Hardie watched from the ground, where he was still twitching slightly, imagining that little tendrils of black smoke were curling off his body. The underside of Zero’s gurney was full of wires and tricks. The pee tubes and all that medical stuff was a ruse; down here Bobby Whoever was at the center of this facility’s communications hub. Then he saw the grooves on the metal floor, directly beneath the gurney. It took Hardie a minute to realize what he was looking at it. But when he did, hope flooded his heart for the first time since he’d been banished to this place.
“You could have found that information out from any number of sources,” Bobby said. “A simple phone call to a member of the Leland University English department, for instance.”
“It’s me, Bobby. Touch me and you’ll know I’m telling the truth.”
“You’re not Julie. You sound different. Smell different. I would have known. I would have known immediately.”
“I haven’t been Julie Lippman for close to twenty years. I had surgery to change my looks so they wouldn’t know I was alive. So yeah, I am different. Just like you. We both became other people.”
From the floor Hardie braced himself as he saw Eve take a step toward the Prisonmaster. The monster’s button finger twitched, as if waging some internal struggle. To zap, or not to zap. Eve was not afraid. She took another step and pushed her breasts against the Prisonmaster’s chest. This was no accidental touch. Hardie could tell.

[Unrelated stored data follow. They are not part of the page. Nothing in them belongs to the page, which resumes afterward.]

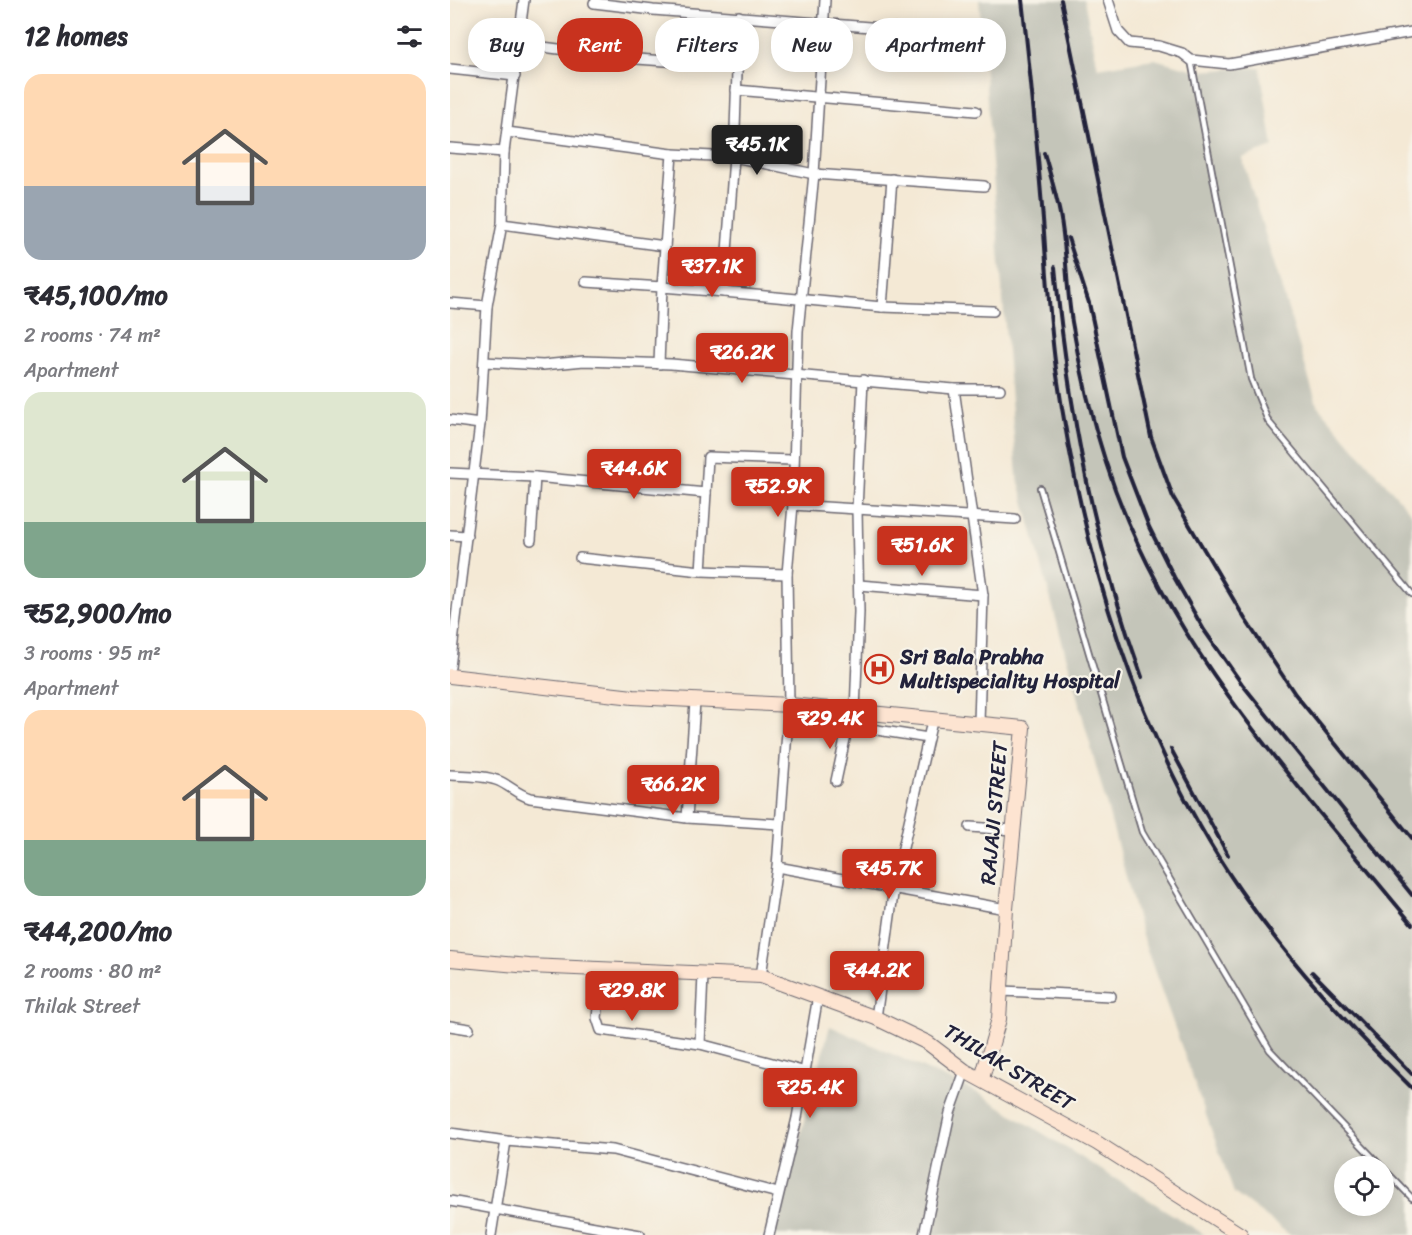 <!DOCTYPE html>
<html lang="en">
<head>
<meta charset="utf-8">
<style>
	:root { --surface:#fff; --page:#f7f7f7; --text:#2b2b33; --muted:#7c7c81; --accent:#c8321e }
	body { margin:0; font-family:Sriracha,sans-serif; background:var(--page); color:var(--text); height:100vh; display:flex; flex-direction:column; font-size:22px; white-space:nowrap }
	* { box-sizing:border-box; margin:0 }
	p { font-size:20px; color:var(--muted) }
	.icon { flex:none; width:33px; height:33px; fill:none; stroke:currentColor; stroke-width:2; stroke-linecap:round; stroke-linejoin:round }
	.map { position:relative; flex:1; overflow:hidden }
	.sheet { display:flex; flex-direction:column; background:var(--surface); width:450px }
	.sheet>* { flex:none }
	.hud { position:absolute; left:18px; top:18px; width:570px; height:54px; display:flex; gap:12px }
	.tools { position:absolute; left:884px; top:1156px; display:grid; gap:12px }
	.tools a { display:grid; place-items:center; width:60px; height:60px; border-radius:50%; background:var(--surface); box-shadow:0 3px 15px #0003; font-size:30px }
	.price { position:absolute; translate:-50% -51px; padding:0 14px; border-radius:6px; background:var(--accent); color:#fff; font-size:20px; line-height:39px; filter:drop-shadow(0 2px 3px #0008) }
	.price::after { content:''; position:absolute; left:50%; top:36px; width:18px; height:14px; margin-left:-9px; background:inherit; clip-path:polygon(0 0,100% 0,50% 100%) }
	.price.current { background:#222; color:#fff }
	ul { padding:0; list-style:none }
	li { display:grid; align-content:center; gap:12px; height:318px; padding:0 24px }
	li span { display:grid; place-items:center; height:186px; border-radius:18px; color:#555 }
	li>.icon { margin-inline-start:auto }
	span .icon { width:108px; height:108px; fill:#fffc; stroke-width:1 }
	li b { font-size:26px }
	h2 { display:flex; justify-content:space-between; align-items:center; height:72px; padding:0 24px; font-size:26px }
	.chip { padding:0 21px; border-radius:24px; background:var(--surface); box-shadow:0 3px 15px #0003; font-size:21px; line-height:54px }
	.chip.current { background:var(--accent); color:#fff }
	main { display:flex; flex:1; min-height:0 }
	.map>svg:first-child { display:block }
	.industrial { fill:#c4c5b9; fill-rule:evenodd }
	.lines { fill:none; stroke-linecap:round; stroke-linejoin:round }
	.lane-casing { stroke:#6c6871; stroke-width:8 }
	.street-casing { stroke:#6c6871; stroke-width:12 }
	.secondary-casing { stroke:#6c6871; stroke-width:16 }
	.lane { stroke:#fff; stroke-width:4.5 }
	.street { stroke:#fff; stroke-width:9 }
	.secondary { stroke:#fde4d1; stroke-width:14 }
	.rail { stroke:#22223b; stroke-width:4 }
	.labels { text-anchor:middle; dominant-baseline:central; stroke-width:4.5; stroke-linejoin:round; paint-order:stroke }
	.poi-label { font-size:21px; font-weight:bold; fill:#22223b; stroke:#f7f3e8; text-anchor:start }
	.street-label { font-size:21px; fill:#22223b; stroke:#f7f3e8 }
</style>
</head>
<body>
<main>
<section class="sheet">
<h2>12 homes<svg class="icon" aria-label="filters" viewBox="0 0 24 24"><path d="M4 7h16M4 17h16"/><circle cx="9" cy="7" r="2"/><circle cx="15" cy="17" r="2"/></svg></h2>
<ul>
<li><span style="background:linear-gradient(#ffd9b3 60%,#9aa5b1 0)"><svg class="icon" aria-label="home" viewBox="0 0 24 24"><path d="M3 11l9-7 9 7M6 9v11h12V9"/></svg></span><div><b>₹45,100/mo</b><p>2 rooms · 74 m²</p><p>Apartment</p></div></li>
<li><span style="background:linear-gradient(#dfe7d0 70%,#7fa58c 0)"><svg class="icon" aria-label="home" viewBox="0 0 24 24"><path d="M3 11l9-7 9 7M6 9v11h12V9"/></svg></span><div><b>₹52,900/mo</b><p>3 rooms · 95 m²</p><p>Apartment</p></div></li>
<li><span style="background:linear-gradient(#ffd9b3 70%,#7fa58c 0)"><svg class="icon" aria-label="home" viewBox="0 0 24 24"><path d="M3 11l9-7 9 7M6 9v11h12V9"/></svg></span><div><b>₹44,200/mo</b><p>2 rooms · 80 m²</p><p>Thilak Street</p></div></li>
</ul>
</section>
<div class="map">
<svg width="962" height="1235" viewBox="0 0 962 1235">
	<rect width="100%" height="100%" fill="#f7f3e8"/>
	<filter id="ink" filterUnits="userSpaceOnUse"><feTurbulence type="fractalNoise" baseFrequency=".0167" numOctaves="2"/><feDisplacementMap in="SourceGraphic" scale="12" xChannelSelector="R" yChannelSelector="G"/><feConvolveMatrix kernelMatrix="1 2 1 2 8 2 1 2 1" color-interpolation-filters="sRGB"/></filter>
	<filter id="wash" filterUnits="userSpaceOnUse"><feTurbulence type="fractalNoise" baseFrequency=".008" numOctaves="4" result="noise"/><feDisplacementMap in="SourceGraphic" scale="24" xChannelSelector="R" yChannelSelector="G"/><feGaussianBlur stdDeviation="1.35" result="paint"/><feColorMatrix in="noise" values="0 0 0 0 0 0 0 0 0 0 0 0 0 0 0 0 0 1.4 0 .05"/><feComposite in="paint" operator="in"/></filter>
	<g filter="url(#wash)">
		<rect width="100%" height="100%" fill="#f4e9d5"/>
		<!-- industrial -->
		<g class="industrial">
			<path d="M529,0H634L648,68L704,59L749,71L810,67L823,147L792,158L867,405L962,514V1235H840L784,1193L693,939L567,475ZM894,1167H933V1206H894Z"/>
			<polygon points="380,1026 530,1094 755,1235 323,1235"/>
		</g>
	</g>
	<g filter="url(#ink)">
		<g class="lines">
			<!-- lane casing -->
			<g class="lane-casing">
				<g id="lane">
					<polyline points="741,60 801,379 818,421 962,594"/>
					<polyline points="590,488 692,832 820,1050 932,1167"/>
					<polyline points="933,1168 962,1198"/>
				</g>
			</g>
			<!-- street casing -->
			<g class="street-casing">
				<g id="street">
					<polyline points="658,0 668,31 679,43 709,46 732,53 741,60 779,64 962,32"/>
					<polyline points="144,3 203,10 522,35"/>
					<polyline points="289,16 284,157 274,292 432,307 543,311"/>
					<polyline points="69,44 187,59 286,66"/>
					<polyline points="0,69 65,76"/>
					<polyline points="286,90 526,111"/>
					<polyline points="57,132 222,154"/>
					<polyline points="0,148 54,152"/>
					<polyline points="52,224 215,246"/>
					<polyline points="136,282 212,287 209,364"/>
					<polyline points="274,292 212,287 222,154 284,157 364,174 534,186"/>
					<polyline points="0,303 37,306"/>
					<polyline points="432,307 442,179"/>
					<polyline points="34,362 93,365 134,361 221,364 504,389 550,389"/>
					<polyline points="504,389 533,595 529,722"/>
					<polyline points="0,420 30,424"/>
					<polyline points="0,473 85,477 256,493 258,457 342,460"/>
					<polyline points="256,493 251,571 337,574"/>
					<polyline points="343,505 565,519"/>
					<polyline points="0,535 17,536"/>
					<polyline points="81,540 85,477"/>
					<polyline points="130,558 251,571"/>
					<polyline points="409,585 533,595"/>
					<polyline points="0,667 30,424 37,306 52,224 54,152 74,0"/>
					<polyline points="245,702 237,818 329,824"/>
					<polyline points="405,711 409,612 407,510 413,380"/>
					<polyline points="338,716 478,738"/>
					<path d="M0,775C15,776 35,775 49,781C60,786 67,794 80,798L237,818"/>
					<polyline points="386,781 398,725"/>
					<polyline points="520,827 563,830"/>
					<polyline points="327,867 556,909"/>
					<polyline points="152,969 147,1018 151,1030 250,1044"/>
					<polyline points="253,975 250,1044 356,1072"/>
					<polyline points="311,976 327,867 339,705 337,574 343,505 348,331 364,174 375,0"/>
					<polyline points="551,991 661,996"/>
					<polyline points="426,1018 444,887 483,717"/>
					<polyline points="0,1026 19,1029"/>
					<polyline points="0,1133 56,1141 163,1150 328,1193"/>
					<polyline points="0,1201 190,1235"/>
					<polyline points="41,1235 56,1141"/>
					<polyline points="319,1235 347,1118 368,996"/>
					<polyline points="474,1235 500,1113 515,1071"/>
				</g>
			</g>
			<!-- secondary casing -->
			<g class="secondary-casing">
				<g id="secondary">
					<polyline points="0,676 183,697 339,705 573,728 556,909 549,1019 532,1078"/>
					<polyline points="0,959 79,966 311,976 426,1018 478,1043 515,1071 647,1143 791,1235"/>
				</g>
			</g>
			<!-- lane -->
			<use href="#lane" class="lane"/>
			<!-- street -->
			<use href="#street" class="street"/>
			<!-- secondary -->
			<use href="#secondary" class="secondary"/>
			<!-- rail -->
			<g class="rail">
				<path d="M572,0C581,77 588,155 594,232C597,278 600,324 606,369C632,550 685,738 790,890C840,963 899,1026 962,1088"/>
				<polyline points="611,0 701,437 723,497 795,619 845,694 962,838"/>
				<path d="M594,153C600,173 606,194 610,214C617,250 616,287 622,322C630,370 641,417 656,463C713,642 845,781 962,924"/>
				<polyline points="618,238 639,303 672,457 699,527 724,577 754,630 792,684 962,895"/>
				<path d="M605,267C618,407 644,545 692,677"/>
				<polyline points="721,749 778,855"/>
				<polyline points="862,972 962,1074"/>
			</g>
		</g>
	</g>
	<!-- icons -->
	<defs>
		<g id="hospital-ring" transform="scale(1.5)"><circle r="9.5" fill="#f7f3e8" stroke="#c8321e" stroke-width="1.5"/><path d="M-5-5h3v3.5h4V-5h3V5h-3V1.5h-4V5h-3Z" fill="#c8321e"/></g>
	</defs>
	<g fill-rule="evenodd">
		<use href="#hospital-ring" x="429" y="669"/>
	</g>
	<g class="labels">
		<!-- poi labels -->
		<g class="poi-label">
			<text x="450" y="657">Sri Bala Prabha<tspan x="450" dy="24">Multispeciality Hospital</tspan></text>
		</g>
		<!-- street labels -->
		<g class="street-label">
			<text transform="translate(544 813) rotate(-85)">RAJAJI STREET</text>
			<text transform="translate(559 1067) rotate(31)">THILAK STREET</text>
		</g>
	</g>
</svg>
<div class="tools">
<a><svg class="icon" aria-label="locate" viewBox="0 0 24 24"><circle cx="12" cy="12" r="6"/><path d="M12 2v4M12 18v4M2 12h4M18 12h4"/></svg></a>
</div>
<b class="price current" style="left:307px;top:176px">₹45.1K</b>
<b class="price" style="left:262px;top:298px">₹37.1K</b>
<b class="price" style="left:292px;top:384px">₹26.2K</b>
<b class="price" style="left:184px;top:500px">₹44.6K</b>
<b class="price" style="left:328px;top:518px">₹52.9K</b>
<b class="price" style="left:472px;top:577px">₹51.6K</b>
<b class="price" style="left:380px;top:750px">₹29.4K</b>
<b class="price" style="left:223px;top:816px">₹66.2K</b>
<b class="price" style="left:439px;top:900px">₹45.7K</b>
<b class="price" style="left:427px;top:1002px">₹44.2K</b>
<b class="price" style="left:182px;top:1022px">₹29.8K</b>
<b class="price" style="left:360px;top:1119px">₹25.4K</b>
<div class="hud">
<a class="chip">Buy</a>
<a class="chip current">Rent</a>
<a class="chip">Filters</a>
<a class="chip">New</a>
<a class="chip">Apartment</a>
</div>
</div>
</main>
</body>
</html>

So could the Prisonmaster, whose finger dropped away from the button.
“You remember, don’t you?” Eve asked softly.
“No…no, you’re not here. You’re supposed to be in Europe now. With your husband and daughters. Two of them.”
“My what? What are you talking about? I’m not married. I don’t have kids. I’m standing right here in front of you. Listen to my voice, Bobby. Touch me. You used to love to touch me.”
“Julie Lippman is in Prague right now, I know this, because they have eyes everywhere, and they’re making sure she is safe…”
“As far as the world knows, Julie Lippman is dead and buried, just like you. A tragic little footnote. The college sweethearts who died a year apart.”
“You’re lying, Julie is alive, and she’s up in the outside wor—”
“I’m standing right here in front of you!”
“NO, YOU’RE NOT, YOU’RE UP THERE AND YOU’RE SAFE AND THEY’RE LOOKING OUT FOR YOU. THEY TELL ME! THEY TELL ME ALL THE TIME!”
But now Bobby shook his head, quickly, in a trembling, pre-seizure kind of way, as if trying to shake something loose from the inside of his brain.
* * *
That was the arrangement.
Bobby would stay down here and run the secret prison, deal with whomever his employers decided to send his way. Over the years Bobby became quite skilled at manipulating the inmates—and they were all inmates, to be sure, prisoners and guards alike. Including Pags, who had long since lost the mental capacity to be in charge of anything, let alone this facility. Pags was good at following orders, but not much else.